Fed Has Eyes on Energy
Energy price inflation is over 5% MoM and appears set to turn positive YoY, based on an undersupplied market and despite the current (likely temporary) pullback. The risk for the Fed given the very low unemployment rate and strong, accelerating growth is that the high energy prices could pass through to core inflation (Chart 1). Evidence of this will likely come only after a few months of data. Meanwhile, risk management suggests the Fed will stick to its current plan for an extra 2023 hike.
Not the Time for Long EUR/SEK (Yet)
We are bullish EUR/SEK even after the Riksbank began hedging FX reserves. Still, we wait to go long EUR/SEK for two reasons. First the correlation with USD persists, and we expect dollar momentum can slow in the near term. Second, EUR/SEK seasonality over the past five years suggests downside pressure in October.

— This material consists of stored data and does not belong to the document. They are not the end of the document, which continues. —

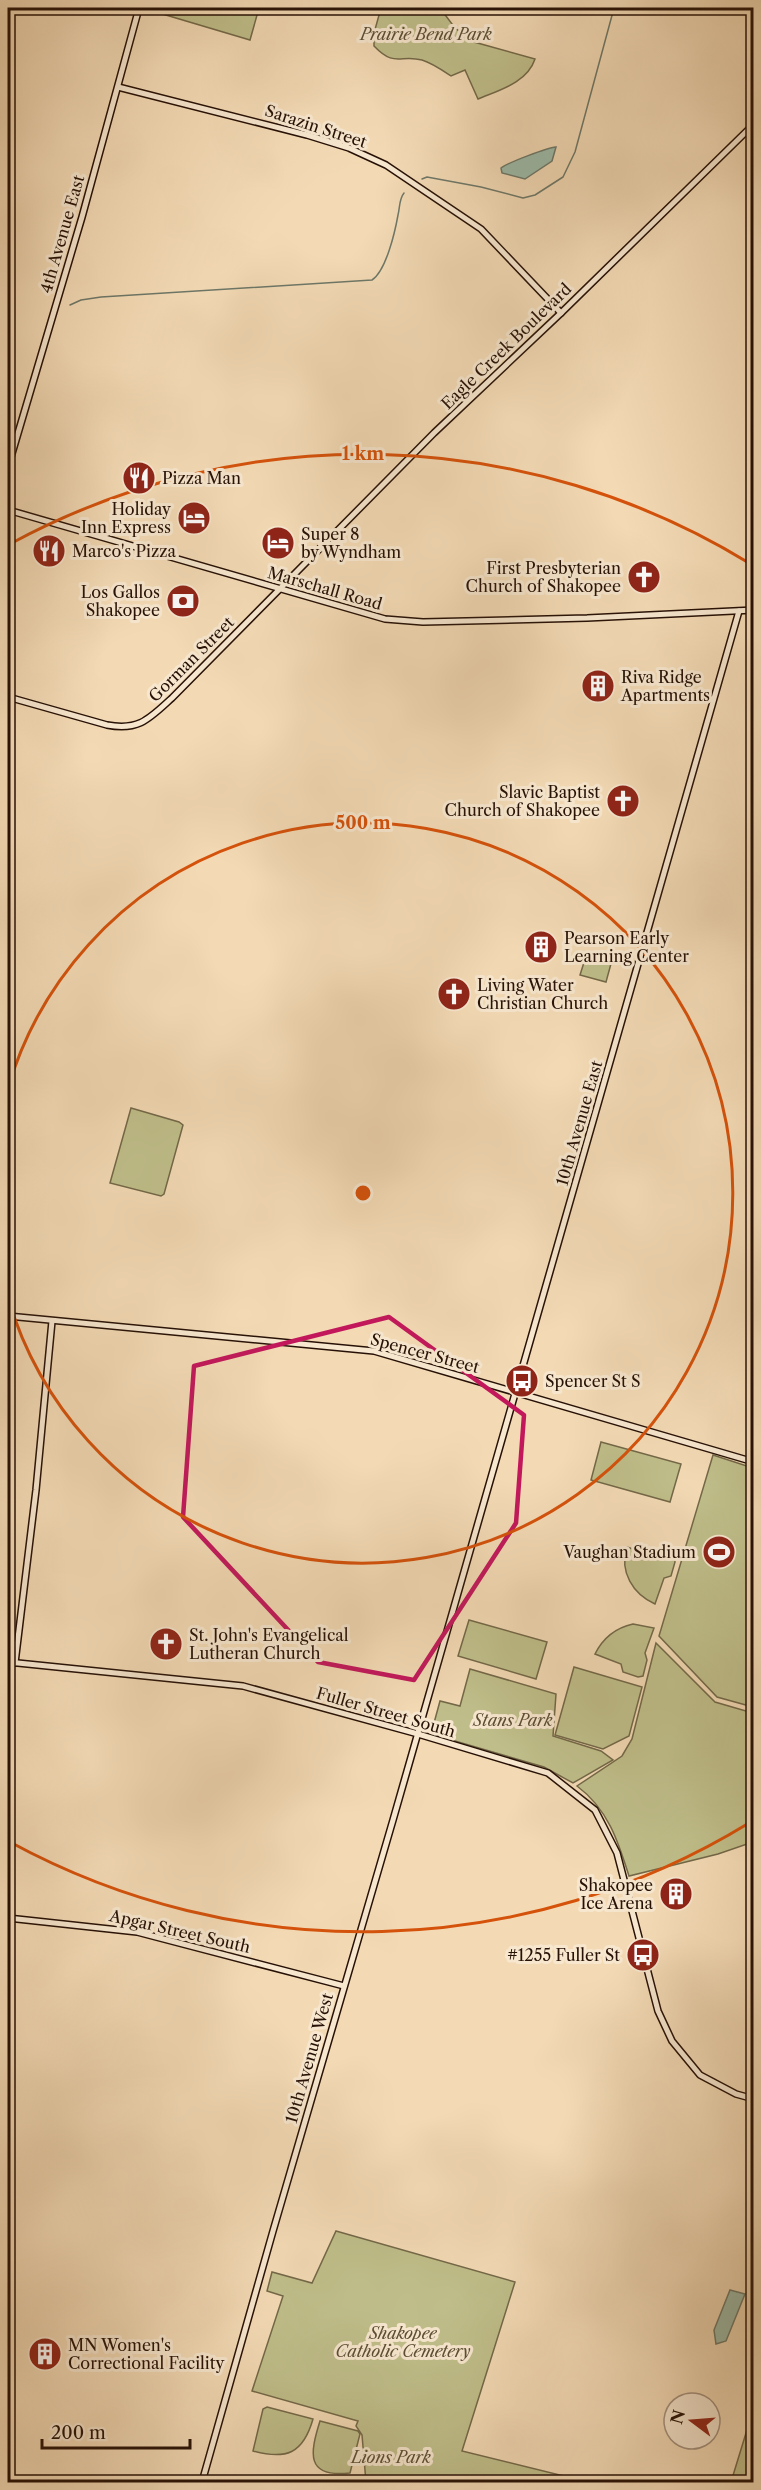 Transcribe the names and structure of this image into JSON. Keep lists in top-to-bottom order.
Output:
{
  "streets": {
    "street": [
      "Sarazin Street",
      "4th Avenue East",
      "Eagle Creek Boulevard",
      "Marschall Road",
      "Gorman Street",
      "10th Avenue East",
      "Spencer Street",
      "Fuller Street South",
      "Apgar Street South",
      "10th Avenue West"
    ]
  },
  "crossings": [
    ["Sarazin Street", "4th Avenue East"],
    ["Sarazin Street", "Eagle Creek Boulevard"],
    ["Eagle Creek Boulevard", "Marschall Road"],
    ["Eagle Creek Boulevard", "Gorman Street"],
    ["Marschall Road", "Gorman Street"],
    ["Marschall Road", "10th Avenue East"],
    ["10th Avenue East", "Spencer Street"],
    ["10th Avenue East", "10th Avenue West"],
    ["Fuller Street South", "10th Avenue West"],
    ["Apgar Street South", "10th Avenue West"]
  ],
  "parks": [
    "Prairie Bend Park",
    "Stans Park",
    "Shakopee Catholic Cemetery",
    "Lions Park"
  ],
  "places": {
    "restaurant": ["Pizza Man", "Marco's Pizza"],
    "hotel": ["Holiday Inn Express", "Super 8 by Wyndham"],
    "church": [
      "First Presbyterian Church of Shakopee",
      "Slavic Baptist Church of Shakopee",
      "Living Water Christian Church",
      "St. John's Evangelical Lutheran Church"
    ],
    "bank": ["Los Gallos Shakopee"],
    "building": [
      "Riva Ridge Apartments",
      "Pearson Early Learning Center",
      "Shakopee Ice Arena",
      "MN Women's Correctional Facility"
    ],
    "bus stop": ["Spencer St S", "#1255 Fuller St"],
    "sports": ["Vaughan Stadium"]
  },
  "scale_bar": "200 m",
  "north": "left",
  "rings": ["1 km", "500 m"]
}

Xi-Biden Meeting Will Not Turn Tide for RMB
A meeting between Xi and Biden is on the cards for mid-November. Major de-escalations are typically a short-term positive catalyst for RMB (Chart 4). However, a Xi-Putin meeting in mid-October is confirmed, and we expect China to continue skirting the West’s red lines. Diplomacy alone will not turn the tide for RMB. Foreign sentiment depends on data turning, the Party’s narrative coherently shifting from security to economy, systemic risk stabilising, and the broad US dollar changing course.
Fading Confidence in US Equities?
According to positioning data, hedge funds continue to position for US equities to underperform those across DM, EM and the Nikkei (Chart 5). Meanwhile, real money funds pared net-longs across the equity universe (Chart 6).